In circuit complexity, AC is a complexity class hierarchy. Each class, AC^{i}, consists of the languages recognized by Boolean circuits with depth $O(\log^i n)$ and a polynomial number of unlimited fan-in AND and OR gates.

The name "AC" was chosen by analogy to NC, with the "A" in the name standing for "alternating" and referring both to the alternation between the AND and OR gates in the circuits and to alternating Turing machines.

The smallest AC class is AC^{0}, consisting of constant-depth unlimited fan-in circuits.

The total hierarchy of AC classes is defined as

$\mbox{AC} = \bigcup_{i \geq 0} \mbox{AC}^i$

==Relation to NC==
The AC classes are related to NC, ACC, and TC classes.

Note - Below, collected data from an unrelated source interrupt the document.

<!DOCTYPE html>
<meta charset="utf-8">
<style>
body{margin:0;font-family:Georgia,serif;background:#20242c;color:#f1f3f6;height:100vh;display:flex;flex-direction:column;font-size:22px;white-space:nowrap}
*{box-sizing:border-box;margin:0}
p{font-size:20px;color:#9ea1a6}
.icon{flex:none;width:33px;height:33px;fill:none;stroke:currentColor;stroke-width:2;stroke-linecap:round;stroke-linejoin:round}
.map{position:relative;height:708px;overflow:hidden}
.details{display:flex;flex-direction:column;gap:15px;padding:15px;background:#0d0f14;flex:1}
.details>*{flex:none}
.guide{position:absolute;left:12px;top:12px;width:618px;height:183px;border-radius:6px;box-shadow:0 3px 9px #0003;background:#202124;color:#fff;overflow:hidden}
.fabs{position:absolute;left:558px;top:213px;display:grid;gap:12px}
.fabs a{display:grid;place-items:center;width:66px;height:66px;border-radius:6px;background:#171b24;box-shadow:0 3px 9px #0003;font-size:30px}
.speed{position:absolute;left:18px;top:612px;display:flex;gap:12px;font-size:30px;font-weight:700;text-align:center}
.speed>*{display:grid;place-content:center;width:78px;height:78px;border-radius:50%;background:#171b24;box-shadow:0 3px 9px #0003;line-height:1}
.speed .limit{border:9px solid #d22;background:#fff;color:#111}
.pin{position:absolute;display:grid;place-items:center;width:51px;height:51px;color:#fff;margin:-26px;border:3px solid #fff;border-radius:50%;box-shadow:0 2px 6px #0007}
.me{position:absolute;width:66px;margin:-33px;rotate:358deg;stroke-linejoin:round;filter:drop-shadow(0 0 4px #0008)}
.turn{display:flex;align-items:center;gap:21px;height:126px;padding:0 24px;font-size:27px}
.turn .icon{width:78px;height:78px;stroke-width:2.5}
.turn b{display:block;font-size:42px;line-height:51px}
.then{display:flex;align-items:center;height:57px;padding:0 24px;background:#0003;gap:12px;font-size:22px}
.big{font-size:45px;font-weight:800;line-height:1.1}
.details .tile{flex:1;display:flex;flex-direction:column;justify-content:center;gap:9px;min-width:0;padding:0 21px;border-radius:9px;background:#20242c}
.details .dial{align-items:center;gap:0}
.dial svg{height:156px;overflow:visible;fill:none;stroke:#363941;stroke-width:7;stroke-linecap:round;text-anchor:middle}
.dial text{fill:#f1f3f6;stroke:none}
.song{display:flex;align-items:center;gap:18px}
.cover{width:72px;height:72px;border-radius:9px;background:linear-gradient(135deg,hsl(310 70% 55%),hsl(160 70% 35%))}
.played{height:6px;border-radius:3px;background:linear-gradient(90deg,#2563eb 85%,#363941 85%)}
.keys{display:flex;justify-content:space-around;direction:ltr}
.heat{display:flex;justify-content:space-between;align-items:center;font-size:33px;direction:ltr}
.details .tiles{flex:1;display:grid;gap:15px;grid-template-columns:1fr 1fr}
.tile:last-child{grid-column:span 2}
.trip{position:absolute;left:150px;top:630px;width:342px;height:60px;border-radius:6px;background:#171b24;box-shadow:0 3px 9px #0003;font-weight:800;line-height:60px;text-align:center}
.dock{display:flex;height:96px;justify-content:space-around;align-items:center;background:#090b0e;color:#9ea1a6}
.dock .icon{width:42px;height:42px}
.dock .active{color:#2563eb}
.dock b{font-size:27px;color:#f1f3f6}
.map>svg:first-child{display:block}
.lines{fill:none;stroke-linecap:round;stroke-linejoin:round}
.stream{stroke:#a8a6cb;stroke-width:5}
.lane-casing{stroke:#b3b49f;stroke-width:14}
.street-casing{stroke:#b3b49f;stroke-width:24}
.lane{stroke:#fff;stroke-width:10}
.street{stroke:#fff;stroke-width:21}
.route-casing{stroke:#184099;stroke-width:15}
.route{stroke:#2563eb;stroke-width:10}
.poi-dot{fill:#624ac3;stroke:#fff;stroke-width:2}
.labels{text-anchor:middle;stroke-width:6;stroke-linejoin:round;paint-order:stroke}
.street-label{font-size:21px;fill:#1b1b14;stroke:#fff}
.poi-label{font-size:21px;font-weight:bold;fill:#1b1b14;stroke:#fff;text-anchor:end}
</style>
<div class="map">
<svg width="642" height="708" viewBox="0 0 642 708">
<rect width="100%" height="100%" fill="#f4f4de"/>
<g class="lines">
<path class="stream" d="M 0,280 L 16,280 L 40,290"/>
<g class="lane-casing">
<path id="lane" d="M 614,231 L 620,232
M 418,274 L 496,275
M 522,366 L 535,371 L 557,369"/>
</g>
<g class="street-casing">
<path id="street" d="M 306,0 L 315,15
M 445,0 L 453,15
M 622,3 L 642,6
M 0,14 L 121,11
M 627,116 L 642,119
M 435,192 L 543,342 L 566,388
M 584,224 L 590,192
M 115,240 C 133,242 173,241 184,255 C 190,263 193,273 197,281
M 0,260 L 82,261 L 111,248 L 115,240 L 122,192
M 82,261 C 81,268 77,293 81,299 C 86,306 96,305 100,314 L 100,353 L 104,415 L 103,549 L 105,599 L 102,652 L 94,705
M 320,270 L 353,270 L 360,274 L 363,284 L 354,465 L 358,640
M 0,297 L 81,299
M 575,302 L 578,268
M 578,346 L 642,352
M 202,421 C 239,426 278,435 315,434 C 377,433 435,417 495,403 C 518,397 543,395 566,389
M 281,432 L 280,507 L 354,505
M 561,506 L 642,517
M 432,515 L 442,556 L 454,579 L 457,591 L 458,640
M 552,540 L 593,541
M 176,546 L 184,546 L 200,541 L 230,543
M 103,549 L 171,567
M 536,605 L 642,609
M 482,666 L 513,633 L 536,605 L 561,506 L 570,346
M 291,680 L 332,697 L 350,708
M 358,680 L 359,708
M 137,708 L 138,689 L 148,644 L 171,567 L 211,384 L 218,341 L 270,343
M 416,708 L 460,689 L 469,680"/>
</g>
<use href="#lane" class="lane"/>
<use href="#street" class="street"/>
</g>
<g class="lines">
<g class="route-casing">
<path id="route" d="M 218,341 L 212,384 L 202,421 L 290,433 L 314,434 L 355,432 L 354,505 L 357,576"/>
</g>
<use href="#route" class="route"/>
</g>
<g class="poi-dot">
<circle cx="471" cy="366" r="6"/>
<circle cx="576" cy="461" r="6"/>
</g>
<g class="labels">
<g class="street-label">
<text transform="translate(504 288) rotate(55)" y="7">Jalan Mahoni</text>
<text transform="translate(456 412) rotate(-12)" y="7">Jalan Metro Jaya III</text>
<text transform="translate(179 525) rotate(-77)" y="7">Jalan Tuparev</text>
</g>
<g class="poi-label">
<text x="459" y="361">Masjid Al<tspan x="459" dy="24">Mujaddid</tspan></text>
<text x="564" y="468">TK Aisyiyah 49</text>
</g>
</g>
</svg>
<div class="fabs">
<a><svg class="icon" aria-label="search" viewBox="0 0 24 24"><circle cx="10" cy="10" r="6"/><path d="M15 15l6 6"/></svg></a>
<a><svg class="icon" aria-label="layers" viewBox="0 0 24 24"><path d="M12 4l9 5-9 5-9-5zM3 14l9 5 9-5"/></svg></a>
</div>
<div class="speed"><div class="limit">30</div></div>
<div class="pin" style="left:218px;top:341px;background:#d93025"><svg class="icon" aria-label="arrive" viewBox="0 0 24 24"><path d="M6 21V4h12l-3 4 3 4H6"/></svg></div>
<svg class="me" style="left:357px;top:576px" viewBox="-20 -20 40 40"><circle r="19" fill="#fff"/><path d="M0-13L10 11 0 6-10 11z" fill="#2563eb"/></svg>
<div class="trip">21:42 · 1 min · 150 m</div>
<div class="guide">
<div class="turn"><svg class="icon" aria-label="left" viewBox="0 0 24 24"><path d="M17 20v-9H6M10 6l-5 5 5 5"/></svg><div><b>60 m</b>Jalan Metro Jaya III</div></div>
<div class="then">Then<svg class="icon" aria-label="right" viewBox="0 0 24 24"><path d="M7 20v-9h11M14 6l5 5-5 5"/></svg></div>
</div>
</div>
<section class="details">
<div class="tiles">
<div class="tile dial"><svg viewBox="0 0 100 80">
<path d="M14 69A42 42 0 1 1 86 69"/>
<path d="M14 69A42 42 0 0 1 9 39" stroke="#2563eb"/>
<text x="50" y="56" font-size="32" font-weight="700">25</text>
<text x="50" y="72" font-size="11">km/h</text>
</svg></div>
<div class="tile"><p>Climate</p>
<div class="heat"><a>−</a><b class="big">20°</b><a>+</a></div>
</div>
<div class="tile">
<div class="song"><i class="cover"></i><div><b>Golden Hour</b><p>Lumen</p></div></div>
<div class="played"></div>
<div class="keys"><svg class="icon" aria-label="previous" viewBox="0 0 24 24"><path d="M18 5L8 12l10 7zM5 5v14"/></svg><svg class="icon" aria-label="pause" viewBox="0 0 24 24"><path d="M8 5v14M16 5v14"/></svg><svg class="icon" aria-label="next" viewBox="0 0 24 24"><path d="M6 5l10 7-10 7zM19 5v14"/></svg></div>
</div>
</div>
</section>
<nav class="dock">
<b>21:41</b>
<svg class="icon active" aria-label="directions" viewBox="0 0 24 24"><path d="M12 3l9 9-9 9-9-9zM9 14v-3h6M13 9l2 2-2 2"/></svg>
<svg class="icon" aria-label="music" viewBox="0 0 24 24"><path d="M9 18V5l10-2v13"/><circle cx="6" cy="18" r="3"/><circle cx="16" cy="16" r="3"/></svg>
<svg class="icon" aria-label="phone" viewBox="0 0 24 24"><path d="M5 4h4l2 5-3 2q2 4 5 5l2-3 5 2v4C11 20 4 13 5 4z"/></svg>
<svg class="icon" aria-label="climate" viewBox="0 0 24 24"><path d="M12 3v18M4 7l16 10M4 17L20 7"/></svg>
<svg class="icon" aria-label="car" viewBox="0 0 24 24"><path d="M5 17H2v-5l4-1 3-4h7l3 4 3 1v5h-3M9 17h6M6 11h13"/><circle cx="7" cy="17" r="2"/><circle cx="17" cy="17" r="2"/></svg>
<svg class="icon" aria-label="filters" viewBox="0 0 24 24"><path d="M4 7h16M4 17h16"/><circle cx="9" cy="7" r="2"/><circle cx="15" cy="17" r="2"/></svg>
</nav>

For each i, we have

$\mathsf{NC}^i \subseteq \mathsf{AC}^i \subseteq \mathsf{ACC}^{i} \subseteq \mathsf{TC}^{i} \subseteq \mathsf{NC}^{i+1}.$

As an immediate consequence of this, we have that NC = AC = ACC = TC.

We have $\mathsf{NC}^0 \subsetneq \mathsf{AC}^0 \subsetneq \mathsf{ACC}^{0}$. Specifically, PARITY is in $\mathsf{ACC}^0$ but not in $\mathsf{AC}^0$. And since NC requires bounded fan-in, any function of type $\{0, 1\}^n \to \{0, 1\}$ whose output depends on more than $O(1)$ inputs is beyond $\mathsf{NC}^0$. In particular, the unbounded fan-in OR is beyond $\mathsf{NC}^0$.

In detail, define $f_n: \{0, 1\}^n \to \{0, 1\}$ by $f_n(x_1, \dots, x_n) = \sum_i x_i \mod 2$. Then it requires $\Omega(2^{\frac{n^{1 / d}}{16}})$ gates to be computed by a $\mathsf{AC}^0$ circuit with depth $\leq d$.

==Variations==

The power of the AC classes can be affected by adding additional gates. If we add gates which calculate the modulo operation for some modulus m, we have the classes ACC^{i}[m].